Designing WCF Contracts (Operation / Data)


I am currently looking to design some WCF services and wanted to get the community's opinion on the best way to handle operation / data contracts.

I have 2 basic operation contracts, the first creates a quote and the second adds an item to a quote (and calculates totals behind the scene).

The first takes in customer information and store information and returns a quote.

The second takes in a quote and an item object, calculates totals and returns a quote with the item.

My question is about how to design the data contracts in this scenario?

For the CreateQuote, should a quote object be passed in with a customer property and a store property set or should there be some kind of QuoteRequest object which contains a customer & store object but with no quote object passed in?

For the AddQuoteItem, should a QuoteItem object be passed in with required properties set including a Quote object or should there be a QuoteItemRequest object that has a Quote object and an item object (with no relation) and then a recalculated Quote with a QuoteItem object is returned?

In other words should they look something like this?

Quote CreateQuote(Quote quote);

Quote AddQuoteItem(QuoteItem quoteItem);

Or should they look something like this?

Quote CreateQuote(QuoteRequest quoteRequest);

Quote AddQuoteItem(QuoteItemRequest quoteItemRequest);

Solution

  • I would argue that wrapping them in request/response wrappers might prove to be a little superfluous. You can always presume that parameters to WCF service methods are the "request" and the return type is the "response".

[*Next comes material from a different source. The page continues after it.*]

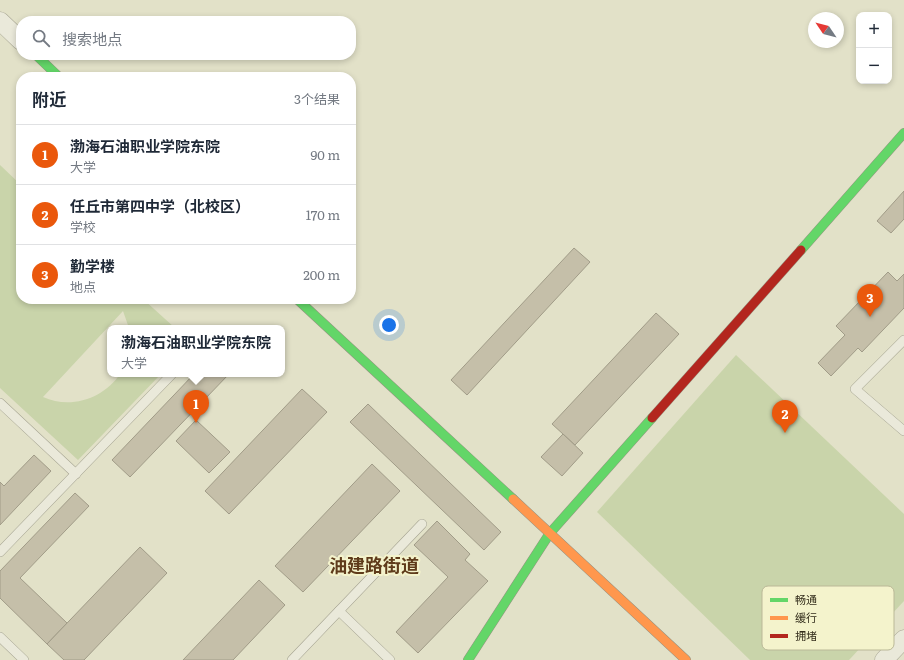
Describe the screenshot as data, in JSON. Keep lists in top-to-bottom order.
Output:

    In your scenario, pass a Customer type and Store type to the CreateQuote method and return a Quote type. Then pass a Quote type and return either your Quote type again, or a bool indicating success instead, to the AddQuoteItem method.

    Again in your scenario, your request/response classes would simply be one-level wrappers around a single type. I could only envisage a scenario where you would return a response-esque class to wrap multiple different types in the method's single return value.